▶ [What is being asked]: Copy out each line below containing "canvas".

━━━━━━━━━━━━━━━━

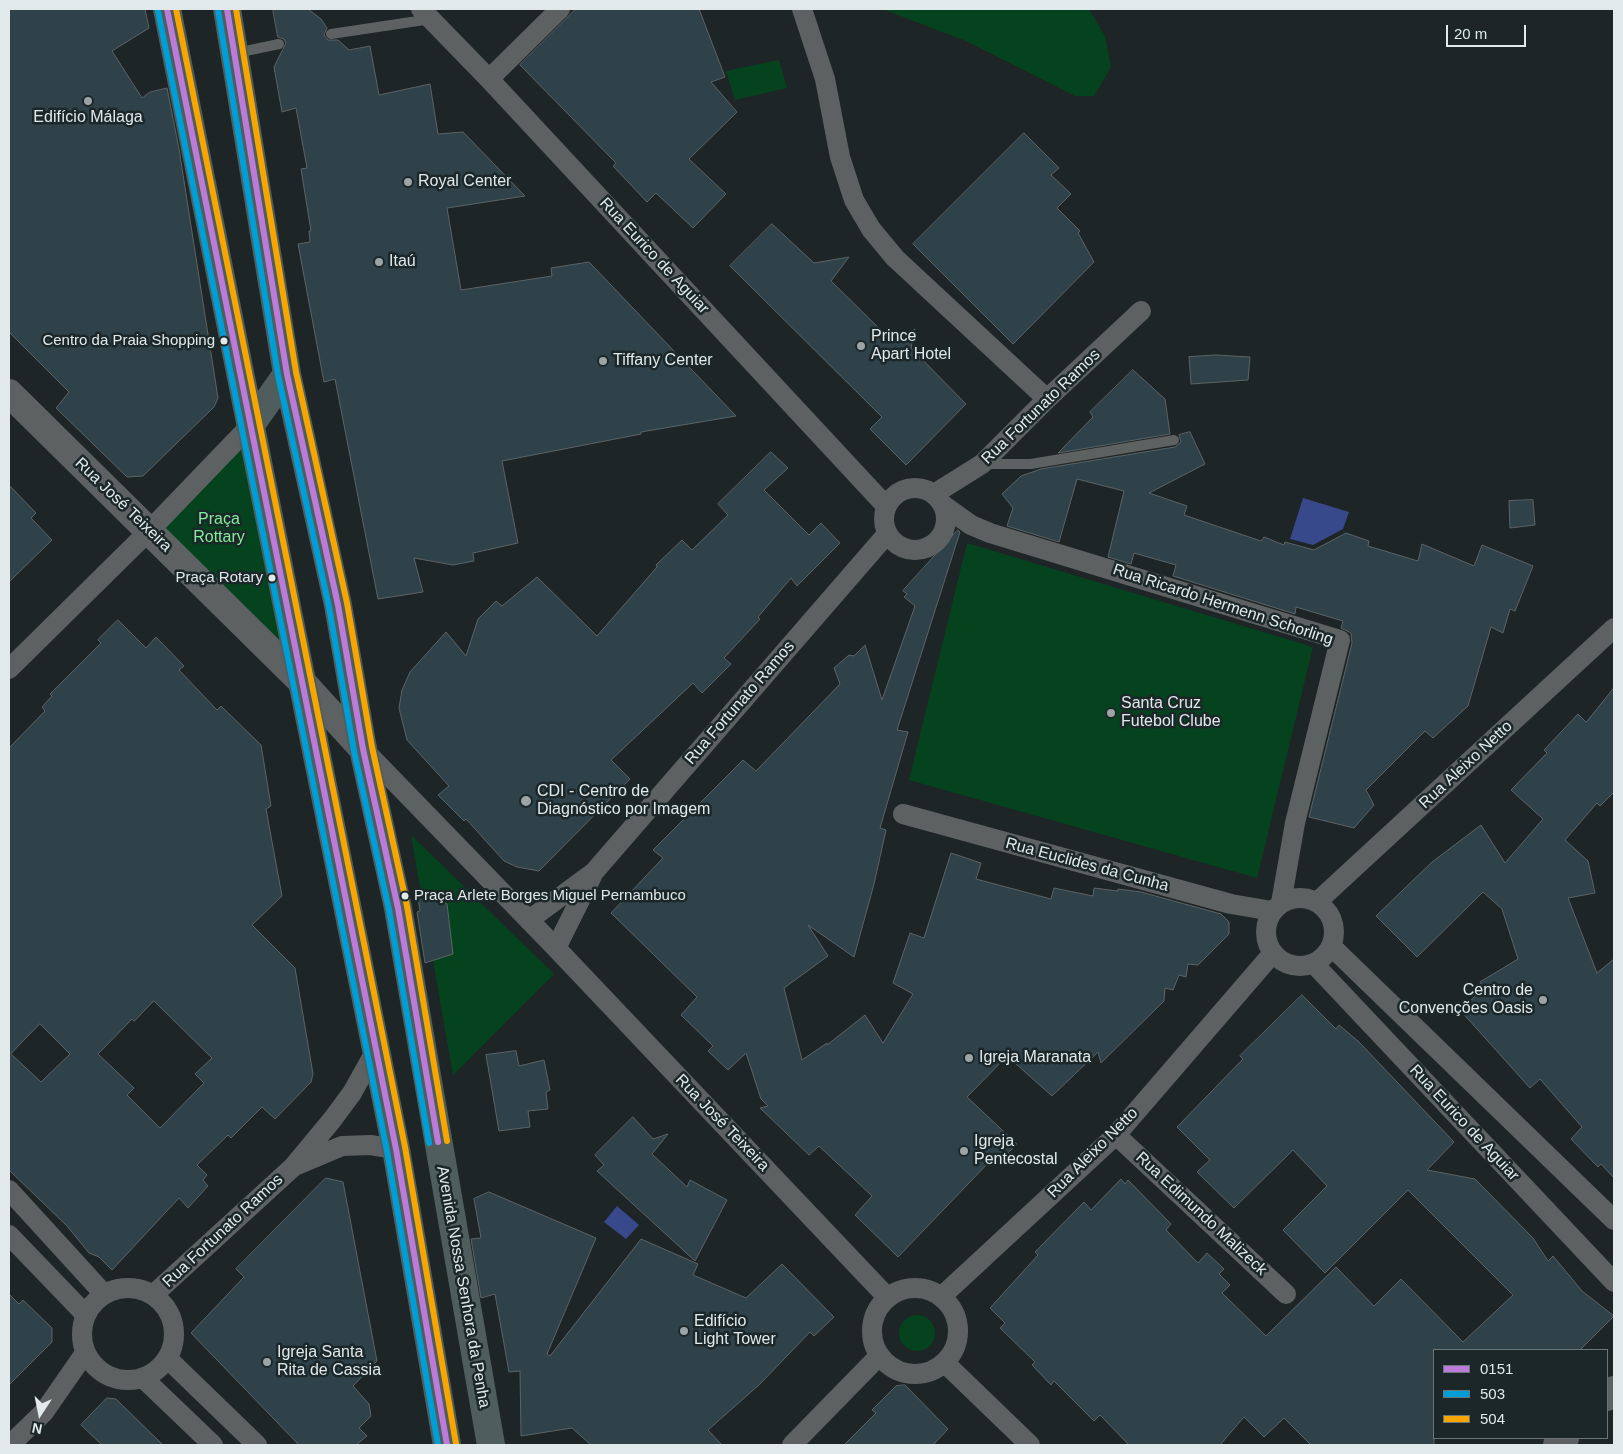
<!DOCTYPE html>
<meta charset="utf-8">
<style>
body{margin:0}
#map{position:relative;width:1623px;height:1454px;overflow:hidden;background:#1e2526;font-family:Helvetica,sans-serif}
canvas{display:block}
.frame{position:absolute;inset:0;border:10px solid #e1e9eb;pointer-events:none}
.legend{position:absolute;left:1433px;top:1349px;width:175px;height:90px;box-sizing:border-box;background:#1b2729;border:1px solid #6a7577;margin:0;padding:6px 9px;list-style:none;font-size:15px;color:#e1e9eb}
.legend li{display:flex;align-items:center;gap:10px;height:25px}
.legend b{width:25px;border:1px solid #6a7577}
.north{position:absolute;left:15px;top:1389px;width:50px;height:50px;-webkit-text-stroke:4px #1b2729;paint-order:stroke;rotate:191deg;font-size:14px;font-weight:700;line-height:20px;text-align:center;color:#e1e9eb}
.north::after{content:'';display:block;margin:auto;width:18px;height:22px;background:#e1e9eb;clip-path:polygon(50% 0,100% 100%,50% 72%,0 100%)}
.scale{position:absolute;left:1446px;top:25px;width:80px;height:22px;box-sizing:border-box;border:2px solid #e1e9eb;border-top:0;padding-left:6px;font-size:15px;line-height:18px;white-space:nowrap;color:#e1e9eb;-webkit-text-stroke:4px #1b2729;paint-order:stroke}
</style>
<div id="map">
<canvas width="1623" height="1454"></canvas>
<div class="frame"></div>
<ul class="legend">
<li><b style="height:6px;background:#bd7bd9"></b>0151</li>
<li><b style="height:6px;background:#009ed6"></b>503</li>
<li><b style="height:6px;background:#f7a600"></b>504</li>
</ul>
<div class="north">N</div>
<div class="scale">20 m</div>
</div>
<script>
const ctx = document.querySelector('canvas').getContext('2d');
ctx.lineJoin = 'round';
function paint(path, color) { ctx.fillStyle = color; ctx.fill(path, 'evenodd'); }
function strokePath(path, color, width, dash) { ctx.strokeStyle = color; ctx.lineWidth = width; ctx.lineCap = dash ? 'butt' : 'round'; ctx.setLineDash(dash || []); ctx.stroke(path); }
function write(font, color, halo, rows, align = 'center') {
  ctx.font = font + ' Helvetica,sans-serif'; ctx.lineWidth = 5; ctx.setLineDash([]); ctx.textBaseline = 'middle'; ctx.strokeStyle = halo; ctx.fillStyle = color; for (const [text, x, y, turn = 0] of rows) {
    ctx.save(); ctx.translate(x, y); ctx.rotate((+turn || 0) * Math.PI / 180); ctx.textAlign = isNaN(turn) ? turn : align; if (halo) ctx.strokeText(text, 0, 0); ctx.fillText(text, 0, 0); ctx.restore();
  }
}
paint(new Path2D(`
 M882 9H1089L1105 36 1111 67 1094 96H1075L966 41Z
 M779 60 787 88 735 100 726 71Z
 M247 437 291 657 155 531Z
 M967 543 1313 647 1257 878 909 780Z
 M411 835 554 974 453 1075Z
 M899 1333a18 18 0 1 1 36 0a18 18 0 1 1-36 0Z`), '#05431e');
paint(new Path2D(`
 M1303 498 1349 512 1343 529 1313 545 1290 539Z
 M617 1206 639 1225 626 1239 604 1222Z`), '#38498b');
const building = new Path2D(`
 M9 9H145L149 28 112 51 142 98 150 92 167 88 179 149 218 398 214 407 143 476 127 477 56 408 69 392 9 332Z
 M273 9H308L321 19 327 28 324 35 328 40H338L349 50 370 46 379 95 430 84 438 134 463 132 525 196 447 208 461 290 552 276 551 268 589 262 736 416 641 432V434L502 461 518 543 473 553 474 561 453 565 414 558 423 592 378 599 335 379 324 382 298 244 310 242 309 231H311L301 169 307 168 296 108 282 112 274 67 286 43 284 39 278 37Z
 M576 9H699L725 77 711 82 737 112 689 159 726 194 693 228 656 193 647 202 613 166 616 163 520 65Z
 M1024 133 1059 168 1051 175 1071 194 1057 208 1080 231 1078 233 1094 262 1013 344 913 244Z
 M772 224 814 263 849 257 831 281 893 342 915 329 911 348 966 404 906 465 870 429 882 417 730 266Z
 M1216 355 1250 357 1248 380 1191 384 1189 357Z
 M1133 370 1165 399 1170 434 1058 453 1093 417 1090 412Z
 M1190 432 1205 464 1149 493 1187 506 1184 515 1261 541 1264 537 1284 545 1285 542 1314 550 1346 533 1369 541 1368 546 1418 561 1422 544 1474 566 1482 545 1533 566 1515 611 1510 609 1503 633 1491 627 1468 706 1433 738 1425 731 1366 790 1374 805 1354 828 1309 817 1352 643 1351 633 1341 628 1343 621 1296 607 1295 614 1173 576 1176 565 1134 553 1131 564 1108 557 1124 491 1077 479 1059 542 1007 526 1013 508 1002 494 1021 476 1041 469 1175 447 1181 442 1179 435Z
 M771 452 788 468 764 490 809 535 821 523 840 543 797 586 791 578 758 617 760 619 724 658 731 664 702 693 693 683 611 760 630 779 539 871 517 867 504 861 466 819 464 821 438 795 449 786 407 740 399 708 402 690 410 672 446 632 466 656 478 619 496 601 502 606 537 577 597 636 657 567 656 565 682 540 692 550 728 515 718 504Z
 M9 485 36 513 31 518 52 540 9 582Z
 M1533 500 1535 525 1510 528 1509 501Z
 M958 530 960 532 897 730 908 732 880 828 886 830 874 884 854 957 808 925 828 956 784 988 802 1060 827 1043V1045L865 1015 883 1043 913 994 893 983 910 933 924 938 951 853 981 863 976 879 1051 899 1054 888 1093 896 1094 888 1118 891V889L1141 892 1221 914 1229 922V934L1198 965 1188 964 1186 977 1179 975 1173 990 1165 988 1164 1001 1101 1063 1098 1052 1052 1096 1007 1056 967 1097 1017 1144 998 1163 993 1158 898 1257 855 1215 872 1196 819 1146 809 1155 760 1108 768 1106 761 1099 746 1053 728 1070 708 1051 713 1046 681 1015 697 997 611 913 663 858 653 850 743 760 756 771 840 684 834 668 849 655 854 656 865 645 882 700 915 606 904 597 907 594 903 591Z
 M118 620 146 648 156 637 184 666 179 670 217 710 221 706 261 745 271 806 266 809 282 896 252 925 295 968 313 1074 311 1082 275 1119 262 1107 231 1138 228 1135 197 1165 207 1175 203 1180 208 1186 188 1208 179 1198 112 1270 99 1257 89 1253 67 1226 9 1170V748L45 711 42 707 52 696 50 694 101 643 98 640ZM154 1001 212 1058 195 1074 204 1083 160 1128 127 1095 134 1088 98 1054 132 1019 134 1021ZM40 1024 70 1054 41 1082 11 1054Z
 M1614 688V792L1600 806 1597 803 1565 840 1588 861 1595 893 1568 898 1597 973 1614 959V1178L1601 1164 1598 1167 1571 1139 1582 1127 1540 1079 1530 1088 1460 1010 1483 989 1480 982 1518 959 1502 909 1483 892 1417 957 1376 916 1432 862 1481 825 1505 863 1543 819 1511 790 1547 753 1544 750 1578 714 1586 722Z
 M440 894 441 901 447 904 453 954 425 963 417 912 420 911 418 898Z
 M1302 995 1336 1029 1339 1025 1359 1042 1454 1142 1427 1170 1475 1179 1533 1238 1548 1261 1553 1256 1582 1291 1614 1316 1580 1350H1434V1445H1311L1284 1418 1264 1437 1244 1417 1220 1445H1129L1100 1415 1094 1421 1054 1381 1051 1385 1032 1365 1035 1362 1000 1328 1005 1323 990 1308 1038 1255 1035 1252 1084 1202 1091 1210 1121 1179 1125 1184 1128 1180 1171 1224 1166 1230 1198 1263 1207 1253 1224 1269 1219 1274 1230 1285 1222 1293 1266 1336 1336 1267 1374 1306 1401 1279 1463 1342 1513 1295 1408 1190 1325 1273 1283 1230 1327 1186 1293 1150 1234 1208 1197 1172 1210 1160 1177 1127 1243 1059 1240 1056Z
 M516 1051 519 1066 544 1060 550 1090 546 1092 548 1109 528 1111 530 1127 499 1131 486 1055Z
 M633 1117 653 1139 668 1134 652 1154 687 1187 690 1180 727 1200 695 1261 597 1171 604 1165 595 1155Z
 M326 1178 343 1182 377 1361 353 1386 369 1404 371 1416 359 1428 367 1436 356 1445H299L191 1333 244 1277 236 1269Z
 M489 1192 596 1238 547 1354 550 1356 641 1239 698 1264 693 1275 746 1298 782 1264 834 1317 814 1336 810 1332 760 1384 708 1430 722 1445H591L572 1428 521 1436 520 1371 509 1372 495 1294 481 1298 471 1239 481 1238 474 1199Z
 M9 1294 19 1304 23 1300 52 1328V1342L9 1385Z
 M905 1385 948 1429 933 1445H844L876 1413 872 1410 896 1386Z
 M107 1398 116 1399 163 1445H102L81 1425Z`);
paint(building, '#2f424a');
strokePath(building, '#5d6365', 1);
strokePath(new Path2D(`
 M331 34 431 19
 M236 53 279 44
 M983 464H1031L1174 440`), '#5d6162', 10);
strokePath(new Path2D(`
 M421 9 489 79 886 506
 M802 9 825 79 840 157 854 200 871 229 895 258 1047 399
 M489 79 560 9
 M884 519a31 31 0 1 1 62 0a31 31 0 1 1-62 0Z
 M934 494 982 464 1047 399 1141 311
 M943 505 971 525 990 533 1340 640 1295 823 1281 903
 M9 669 150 530 250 426
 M363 749 556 948 888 1298
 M903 814 1231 904 1272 911
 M1266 932a34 34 0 1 1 68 0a34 34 0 1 1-68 0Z
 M1317 902 1614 628
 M529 920 594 872 887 534
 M1331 946 1614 1220
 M556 948 592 876
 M1314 964 1614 1282
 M1116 1135 1286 1294
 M297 1165 342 1146 370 1145 396 1149
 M9 1190 104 1294
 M9 1235 85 1314
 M82 1334a46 46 0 1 1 92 0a46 46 0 1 1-92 0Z
 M872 1331a43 43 0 1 1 86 0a43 43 0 1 1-86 0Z
 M153 1295 293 1167 332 1120 352 1093 376 1050
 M941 1297 1116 1135 1273 953
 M167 1358 257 1445
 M945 1363 1030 1445
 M143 1378 213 1445
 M10 1445 44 1412 85 1353
 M792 1445 879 1356`), '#5d6162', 20);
strokePath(new Path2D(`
 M9 393 301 681 363 749
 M1607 1397 1614 1390
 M1557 1445 1565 1438`), '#5d6162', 28);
strokePath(new Path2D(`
 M167 9 396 1149 447 1445
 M227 9 287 374 338 605 363 749 398 908 491 1445
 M250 426 287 374`), '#4f5d5d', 28);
strokePath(new Path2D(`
 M167 9 396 1149 447 1445
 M227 9 287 374 338 605 363 749 398 908 438 1142`), '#bd7bd9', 6);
strokePath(new Path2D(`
 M218 10 278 375 329 607 354 751 389 910 429 1143
 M158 11 387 1151 438 1445`), '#009ed6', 6);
strokePath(new Path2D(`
 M176 9 405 1147 456 1444
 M236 9 296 372 347 603 372 747 407 906 447 1141`), '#f7a600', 6);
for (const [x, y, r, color] of [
 [88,101,5,"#9da4a6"],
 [408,182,5,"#9da4a6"],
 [379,262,5,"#9da4a6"],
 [224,341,4.5,"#e1e9eb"],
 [861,346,5,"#9da4a6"],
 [603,361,5,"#9da4a6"],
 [272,578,4.5,"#e1e9eb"],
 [1111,713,5,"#9da4a6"],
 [526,801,6,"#9da4a6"],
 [405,896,4.5,"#e1e9eb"],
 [1543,1000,5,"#9da4a6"],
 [969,1058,5,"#9da4a6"],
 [964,1151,5,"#9da4a6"],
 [684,1331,5,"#9da4a6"],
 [267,1362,5,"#9da4a6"]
]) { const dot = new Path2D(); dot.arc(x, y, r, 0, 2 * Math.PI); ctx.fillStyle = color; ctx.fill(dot); strokePath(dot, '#1b2729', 2); }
write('15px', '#e1e9eb', '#1b2729', [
 ["Centro da Praia Shopping",215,341],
 ["Praça Rotary",263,578],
 ["Praça Arlete Borges Miguel Pernambuco",414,896,"left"]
], 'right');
write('16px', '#e1e9eb', '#1b2729', [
 ["Edifício Málaga",88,118,"center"],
 ["Royal Center",418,182],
 ["Itaú",389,262],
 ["Prince",871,337],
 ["Apart Hotel",871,355],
 ["Tiffany Center",613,361],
 ["Santa Cruz",1121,704],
 ["Futebol Clube",1121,722],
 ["CDI - Centro de",537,792],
 ["Diagnóstico por Imagem",537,810],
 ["Centro de",1533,991,"right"],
 ["Convenções Oasis",1533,1009,"right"],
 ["Igreja Maranata",979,1058],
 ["Igreja",974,1142],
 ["Pentecostal",974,1160],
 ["Edifício",694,1322],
 ["Light Tower",694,1340],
 ["Igreja Santa",277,1353],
 ["Rita de Cassia",277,1371]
], 'left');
write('16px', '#e1e9eb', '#1b2729', [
 ["Rua Eurico de Aguiar",654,256,47],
 ["Rua Fortunato Ramos",1041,407,-44],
 ["Rua José Teixeira",123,505,44],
 ["Rua Ricardo Hermenn Schorling",1223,605,18],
 ["Rua Fortunato Ramos",740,703,-49],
 ["Rua Aleixo Netto",1466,765,-43],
 ["Rua Euclides da Cunha",1087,865,15],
 ["Rua José Teixeira",722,1123,46],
 ["Rua Eurico de Aguiar",1464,1123,47],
 ["Rua Aleixo Netto",1093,1153,-45],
 ["Rua Edimundo Malizeck",1201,1214,43],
 ["Rua Fortunato Ramos",223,1231,-43],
 ["Avenida Nossa Senhora da Penha",463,1287,80]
]);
write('16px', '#84ed9c', '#1b2729', [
 ["Praça",219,520],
 ["Rottary",219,538]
]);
</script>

━━━━━━━━━━━━━━━━

▶ [Written reply]:
canvas{display:block}
<canvas width="1623" height="1454"></canvas>
const ctx = document.querySelector('canvas').getContext('2d');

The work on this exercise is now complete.